Filter out every line below that lacks "direction", and copy the rest.
....
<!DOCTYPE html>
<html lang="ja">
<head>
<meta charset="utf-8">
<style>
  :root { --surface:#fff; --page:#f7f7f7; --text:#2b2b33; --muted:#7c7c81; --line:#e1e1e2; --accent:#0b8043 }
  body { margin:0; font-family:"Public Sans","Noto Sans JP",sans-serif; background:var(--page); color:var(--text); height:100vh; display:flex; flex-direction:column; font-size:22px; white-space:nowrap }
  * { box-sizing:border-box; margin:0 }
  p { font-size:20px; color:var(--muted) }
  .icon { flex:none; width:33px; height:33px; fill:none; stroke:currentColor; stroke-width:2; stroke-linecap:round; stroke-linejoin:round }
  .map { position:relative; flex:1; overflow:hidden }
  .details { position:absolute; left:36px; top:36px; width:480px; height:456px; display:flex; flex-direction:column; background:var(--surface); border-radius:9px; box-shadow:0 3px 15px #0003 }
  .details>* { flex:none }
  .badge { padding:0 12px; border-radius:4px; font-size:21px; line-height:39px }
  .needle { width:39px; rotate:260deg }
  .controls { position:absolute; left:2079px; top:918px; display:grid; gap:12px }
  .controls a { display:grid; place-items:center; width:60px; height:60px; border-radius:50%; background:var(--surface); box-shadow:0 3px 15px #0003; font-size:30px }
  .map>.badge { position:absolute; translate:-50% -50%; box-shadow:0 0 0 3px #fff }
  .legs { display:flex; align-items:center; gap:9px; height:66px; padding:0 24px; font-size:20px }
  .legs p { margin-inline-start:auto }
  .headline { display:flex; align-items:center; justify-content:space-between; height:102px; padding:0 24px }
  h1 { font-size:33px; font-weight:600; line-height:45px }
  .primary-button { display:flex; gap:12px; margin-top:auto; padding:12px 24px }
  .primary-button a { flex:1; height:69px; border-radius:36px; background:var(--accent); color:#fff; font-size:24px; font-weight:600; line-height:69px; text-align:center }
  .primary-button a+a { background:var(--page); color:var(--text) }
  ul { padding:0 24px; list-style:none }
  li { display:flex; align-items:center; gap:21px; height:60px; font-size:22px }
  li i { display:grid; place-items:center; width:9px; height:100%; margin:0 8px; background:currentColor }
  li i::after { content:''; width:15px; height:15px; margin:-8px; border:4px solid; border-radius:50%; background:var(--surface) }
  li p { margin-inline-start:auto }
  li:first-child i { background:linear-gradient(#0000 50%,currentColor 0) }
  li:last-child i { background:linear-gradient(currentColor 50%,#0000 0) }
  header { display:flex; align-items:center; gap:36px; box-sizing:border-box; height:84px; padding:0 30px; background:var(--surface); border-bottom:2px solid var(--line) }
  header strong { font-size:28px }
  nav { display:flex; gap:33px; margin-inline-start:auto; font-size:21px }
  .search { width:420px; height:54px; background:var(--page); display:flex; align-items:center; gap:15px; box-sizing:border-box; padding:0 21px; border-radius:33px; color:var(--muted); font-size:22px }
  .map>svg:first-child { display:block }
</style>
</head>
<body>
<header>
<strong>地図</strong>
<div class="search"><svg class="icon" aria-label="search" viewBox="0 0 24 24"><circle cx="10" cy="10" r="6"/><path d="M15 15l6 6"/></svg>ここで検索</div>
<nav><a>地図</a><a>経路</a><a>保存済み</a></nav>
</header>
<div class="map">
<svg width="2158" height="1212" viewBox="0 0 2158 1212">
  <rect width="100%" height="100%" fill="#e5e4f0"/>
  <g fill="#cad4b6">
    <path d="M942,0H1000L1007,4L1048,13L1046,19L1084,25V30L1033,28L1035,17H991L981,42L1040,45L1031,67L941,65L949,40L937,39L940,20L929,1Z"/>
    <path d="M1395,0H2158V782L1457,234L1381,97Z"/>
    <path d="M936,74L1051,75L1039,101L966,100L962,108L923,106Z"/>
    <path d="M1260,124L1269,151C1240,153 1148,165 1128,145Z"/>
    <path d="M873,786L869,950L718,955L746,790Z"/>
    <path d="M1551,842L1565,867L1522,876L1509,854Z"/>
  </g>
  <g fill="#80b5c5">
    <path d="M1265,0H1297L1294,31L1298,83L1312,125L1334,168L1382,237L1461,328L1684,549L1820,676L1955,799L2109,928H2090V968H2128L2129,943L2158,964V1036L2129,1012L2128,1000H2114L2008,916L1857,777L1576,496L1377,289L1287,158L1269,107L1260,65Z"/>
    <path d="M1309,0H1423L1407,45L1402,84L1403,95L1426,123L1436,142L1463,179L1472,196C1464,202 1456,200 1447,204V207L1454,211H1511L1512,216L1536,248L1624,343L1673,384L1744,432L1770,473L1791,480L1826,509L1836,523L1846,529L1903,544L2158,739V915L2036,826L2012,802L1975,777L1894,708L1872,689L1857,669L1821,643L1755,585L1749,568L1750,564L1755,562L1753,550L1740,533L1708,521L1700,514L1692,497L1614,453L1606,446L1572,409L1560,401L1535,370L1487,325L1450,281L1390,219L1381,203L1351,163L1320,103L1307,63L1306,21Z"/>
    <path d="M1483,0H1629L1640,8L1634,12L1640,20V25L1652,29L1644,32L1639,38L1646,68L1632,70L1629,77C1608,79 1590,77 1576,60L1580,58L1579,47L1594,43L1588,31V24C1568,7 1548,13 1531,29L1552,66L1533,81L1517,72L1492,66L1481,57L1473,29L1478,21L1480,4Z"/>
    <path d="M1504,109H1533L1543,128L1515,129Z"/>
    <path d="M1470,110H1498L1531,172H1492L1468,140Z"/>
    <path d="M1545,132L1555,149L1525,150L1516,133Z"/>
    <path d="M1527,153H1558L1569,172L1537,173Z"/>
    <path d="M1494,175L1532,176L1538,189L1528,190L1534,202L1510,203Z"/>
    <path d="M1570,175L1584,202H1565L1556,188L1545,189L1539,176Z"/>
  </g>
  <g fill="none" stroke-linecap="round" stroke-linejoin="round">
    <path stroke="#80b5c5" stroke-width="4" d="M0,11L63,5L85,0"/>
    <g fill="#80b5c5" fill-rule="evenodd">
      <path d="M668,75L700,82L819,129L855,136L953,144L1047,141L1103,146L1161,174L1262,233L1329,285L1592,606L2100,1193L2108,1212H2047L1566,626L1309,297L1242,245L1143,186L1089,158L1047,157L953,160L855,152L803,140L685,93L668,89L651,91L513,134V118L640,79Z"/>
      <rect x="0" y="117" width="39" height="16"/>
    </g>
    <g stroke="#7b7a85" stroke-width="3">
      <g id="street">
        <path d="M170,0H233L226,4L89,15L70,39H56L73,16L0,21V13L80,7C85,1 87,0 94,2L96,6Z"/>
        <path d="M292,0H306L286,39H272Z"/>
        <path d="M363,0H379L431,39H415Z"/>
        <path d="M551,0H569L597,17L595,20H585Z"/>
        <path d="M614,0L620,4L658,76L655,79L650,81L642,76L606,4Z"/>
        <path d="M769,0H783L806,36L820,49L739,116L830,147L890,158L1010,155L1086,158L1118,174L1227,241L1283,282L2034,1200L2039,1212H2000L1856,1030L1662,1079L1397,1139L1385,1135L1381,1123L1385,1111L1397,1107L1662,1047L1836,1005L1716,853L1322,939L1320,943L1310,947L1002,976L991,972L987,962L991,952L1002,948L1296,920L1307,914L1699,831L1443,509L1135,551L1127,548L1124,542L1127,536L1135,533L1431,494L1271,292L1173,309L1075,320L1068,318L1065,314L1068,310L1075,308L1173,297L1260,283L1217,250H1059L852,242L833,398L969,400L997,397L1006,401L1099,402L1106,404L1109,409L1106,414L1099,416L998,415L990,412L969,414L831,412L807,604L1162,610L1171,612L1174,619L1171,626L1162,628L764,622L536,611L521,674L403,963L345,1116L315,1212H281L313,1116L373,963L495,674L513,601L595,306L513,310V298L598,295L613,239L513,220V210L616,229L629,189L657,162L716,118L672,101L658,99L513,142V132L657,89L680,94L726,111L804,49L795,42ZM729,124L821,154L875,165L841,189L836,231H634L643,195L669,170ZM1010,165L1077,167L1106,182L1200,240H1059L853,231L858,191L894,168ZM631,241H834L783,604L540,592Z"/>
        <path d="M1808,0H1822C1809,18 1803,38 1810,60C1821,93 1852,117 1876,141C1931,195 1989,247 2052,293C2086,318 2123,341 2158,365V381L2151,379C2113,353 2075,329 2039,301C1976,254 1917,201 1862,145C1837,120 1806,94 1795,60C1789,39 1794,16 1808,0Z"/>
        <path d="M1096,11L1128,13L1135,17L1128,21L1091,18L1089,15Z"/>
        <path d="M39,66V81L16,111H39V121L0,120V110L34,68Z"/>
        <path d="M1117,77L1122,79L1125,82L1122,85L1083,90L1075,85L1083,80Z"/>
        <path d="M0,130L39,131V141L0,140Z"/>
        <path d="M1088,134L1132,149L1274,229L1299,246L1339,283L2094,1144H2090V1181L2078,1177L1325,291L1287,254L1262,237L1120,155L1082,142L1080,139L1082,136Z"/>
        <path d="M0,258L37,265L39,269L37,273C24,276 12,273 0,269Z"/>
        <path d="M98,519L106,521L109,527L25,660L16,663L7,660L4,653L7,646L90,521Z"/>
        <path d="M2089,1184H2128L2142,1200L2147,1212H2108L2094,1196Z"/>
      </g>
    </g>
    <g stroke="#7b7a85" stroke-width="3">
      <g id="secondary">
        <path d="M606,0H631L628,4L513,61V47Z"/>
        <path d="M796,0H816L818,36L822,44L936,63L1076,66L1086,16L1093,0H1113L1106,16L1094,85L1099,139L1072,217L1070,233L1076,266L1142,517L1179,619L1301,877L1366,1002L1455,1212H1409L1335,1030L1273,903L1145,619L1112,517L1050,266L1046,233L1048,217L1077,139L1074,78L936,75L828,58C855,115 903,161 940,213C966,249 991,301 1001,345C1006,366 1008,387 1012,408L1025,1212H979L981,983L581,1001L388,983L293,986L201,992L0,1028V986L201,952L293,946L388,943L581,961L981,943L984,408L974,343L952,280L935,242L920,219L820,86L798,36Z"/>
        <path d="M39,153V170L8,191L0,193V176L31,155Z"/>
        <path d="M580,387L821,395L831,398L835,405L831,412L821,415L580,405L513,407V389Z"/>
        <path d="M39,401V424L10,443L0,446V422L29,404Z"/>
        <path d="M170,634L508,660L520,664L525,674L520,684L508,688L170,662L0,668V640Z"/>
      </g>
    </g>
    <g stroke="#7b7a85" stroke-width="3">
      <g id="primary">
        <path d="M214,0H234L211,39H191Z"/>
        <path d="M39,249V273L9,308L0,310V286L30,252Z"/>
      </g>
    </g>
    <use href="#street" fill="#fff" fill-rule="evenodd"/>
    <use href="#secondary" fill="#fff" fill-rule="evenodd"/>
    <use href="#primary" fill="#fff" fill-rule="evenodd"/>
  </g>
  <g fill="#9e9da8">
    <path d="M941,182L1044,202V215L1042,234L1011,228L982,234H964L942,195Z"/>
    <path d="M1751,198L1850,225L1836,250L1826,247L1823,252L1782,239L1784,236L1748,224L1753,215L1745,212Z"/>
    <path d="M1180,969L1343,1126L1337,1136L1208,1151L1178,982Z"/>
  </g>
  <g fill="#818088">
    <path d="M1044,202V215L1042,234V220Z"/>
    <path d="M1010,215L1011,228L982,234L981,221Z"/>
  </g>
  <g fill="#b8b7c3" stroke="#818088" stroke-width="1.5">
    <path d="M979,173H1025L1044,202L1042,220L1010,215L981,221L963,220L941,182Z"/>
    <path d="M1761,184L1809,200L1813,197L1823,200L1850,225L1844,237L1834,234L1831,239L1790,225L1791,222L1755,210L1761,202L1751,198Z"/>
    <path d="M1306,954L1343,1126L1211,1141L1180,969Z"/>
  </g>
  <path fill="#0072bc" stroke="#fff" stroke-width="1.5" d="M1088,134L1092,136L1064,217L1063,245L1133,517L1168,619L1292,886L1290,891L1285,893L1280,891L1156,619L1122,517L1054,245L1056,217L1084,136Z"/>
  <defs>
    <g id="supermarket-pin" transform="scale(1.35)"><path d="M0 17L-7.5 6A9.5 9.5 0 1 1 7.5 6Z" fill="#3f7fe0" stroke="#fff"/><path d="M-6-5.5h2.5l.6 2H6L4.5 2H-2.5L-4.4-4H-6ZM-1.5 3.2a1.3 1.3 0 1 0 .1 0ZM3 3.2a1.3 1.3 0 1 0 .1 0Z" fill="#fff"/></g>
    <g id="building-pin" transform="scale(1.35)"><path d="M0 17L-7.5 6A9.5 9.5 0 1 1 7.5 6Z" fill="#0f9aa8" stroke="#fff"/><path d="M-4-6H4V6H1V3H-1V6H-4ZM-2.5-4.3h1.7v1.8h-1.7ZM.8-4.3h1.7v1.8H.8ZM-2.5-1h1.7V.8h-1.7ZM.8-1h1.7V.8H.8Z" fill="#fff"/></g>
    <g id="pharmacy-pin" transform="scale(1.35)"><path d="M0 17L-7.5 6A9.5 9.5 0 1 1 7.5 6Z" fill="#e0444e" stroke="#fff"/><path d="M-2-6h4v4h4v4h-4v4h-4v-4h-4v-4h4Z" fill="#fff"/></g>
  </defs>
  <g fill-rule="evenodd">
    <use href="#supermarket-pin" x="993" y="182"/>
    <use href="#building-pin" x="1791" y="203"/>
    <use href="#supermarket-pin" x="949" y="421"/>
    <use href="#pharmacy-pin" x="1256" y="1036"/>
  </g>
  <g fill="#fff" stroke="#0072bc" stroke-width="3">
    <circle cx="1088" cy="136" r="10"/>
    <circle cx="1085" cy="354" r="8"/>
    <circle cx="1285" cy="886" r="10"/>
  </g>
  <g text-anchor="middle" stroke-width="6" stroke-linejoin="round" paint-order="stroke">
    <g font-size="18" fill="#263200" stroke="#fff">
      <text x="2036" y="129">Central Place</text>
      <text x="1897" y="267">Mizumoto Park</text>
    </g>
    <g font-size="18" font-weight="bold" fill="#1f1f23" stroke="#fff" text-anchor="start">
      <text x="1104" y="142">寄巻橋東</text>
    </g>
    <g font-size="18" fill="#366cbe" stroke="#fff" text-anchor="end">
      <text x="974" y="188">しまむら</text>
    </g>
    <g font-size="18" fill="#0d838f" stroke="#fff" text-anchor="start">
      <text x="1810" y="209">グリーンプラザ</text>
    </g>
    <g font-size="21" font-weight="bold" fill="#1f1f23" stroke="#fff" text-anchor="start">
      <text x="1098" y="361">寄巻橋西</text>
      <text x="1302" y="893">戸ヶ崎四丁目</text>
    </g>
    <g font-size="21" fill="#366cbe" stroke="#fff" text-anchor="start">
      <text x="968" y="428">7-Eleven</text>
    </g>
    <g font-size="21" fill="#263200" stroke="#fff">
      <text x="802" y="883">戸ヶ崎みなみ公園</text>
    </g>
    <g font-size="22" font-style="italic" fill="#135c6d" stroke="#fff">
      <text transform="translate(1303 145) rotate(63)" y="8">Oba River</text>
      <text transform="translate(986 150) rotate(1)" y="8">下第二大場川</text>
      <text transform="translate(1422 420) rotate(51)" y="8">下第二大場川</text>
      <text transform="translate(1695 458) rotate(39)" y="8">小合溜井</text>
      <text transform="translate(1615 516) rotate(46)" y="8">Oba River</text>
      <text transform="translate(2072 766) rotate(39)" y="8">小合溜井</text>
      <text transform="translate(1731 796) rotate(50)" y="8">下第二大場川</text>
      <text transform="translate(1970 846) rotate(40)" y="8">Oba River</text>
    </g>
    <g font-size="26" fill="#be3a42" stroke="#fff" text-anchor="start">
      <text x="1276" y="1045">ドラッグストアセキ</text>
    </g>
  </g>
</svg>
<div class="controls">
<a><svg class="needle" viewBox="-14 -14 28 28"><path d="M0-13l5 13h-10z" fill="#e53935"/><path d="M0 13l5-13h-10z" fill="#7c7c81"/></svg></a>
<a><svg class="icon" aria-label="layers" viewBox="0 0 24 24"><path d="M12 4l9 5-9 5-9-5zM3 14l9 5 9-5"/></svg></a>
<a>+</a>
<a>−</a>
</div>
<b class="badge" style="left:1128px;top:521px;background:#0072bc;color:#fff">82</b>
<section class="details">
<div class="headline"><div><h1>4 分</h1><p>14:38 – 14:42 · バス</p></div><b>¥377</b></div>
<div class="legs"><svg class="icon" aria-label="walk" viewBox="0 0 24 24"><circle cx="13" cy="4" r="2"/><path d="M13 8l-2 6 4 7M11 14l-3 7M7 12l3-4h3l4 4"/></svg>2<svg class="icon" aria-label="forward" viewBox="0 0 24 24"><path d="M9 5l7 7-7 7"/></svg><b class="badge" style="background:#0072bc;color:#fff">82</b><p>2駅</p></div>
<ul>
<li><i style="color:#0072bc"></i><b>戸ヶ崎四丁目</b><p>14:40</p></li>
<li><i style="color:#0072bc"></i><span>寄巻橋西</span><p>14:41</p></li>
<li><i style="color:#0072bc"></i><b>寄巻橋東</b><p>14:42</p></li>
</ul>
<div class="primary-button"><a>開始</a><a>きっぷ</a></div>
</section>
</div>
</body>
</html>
....
* _SOLUTION FOR THIS EXERCISE_:
  body { margin:0; font-family:"Public Sans","Noto Sans JP",sans-serif; background:var(--page); color:var(--text); height:100vh; display:flex; flex-direction:column; font-size:22px; white-space:nowrap }
  .details { position:absolute; left:36px; top:36px; width:480px; height:456px; display:flex; flex-direction:column; background:var(--surface); border-radius:9px; box-shadow:0 3px 15px #0003 }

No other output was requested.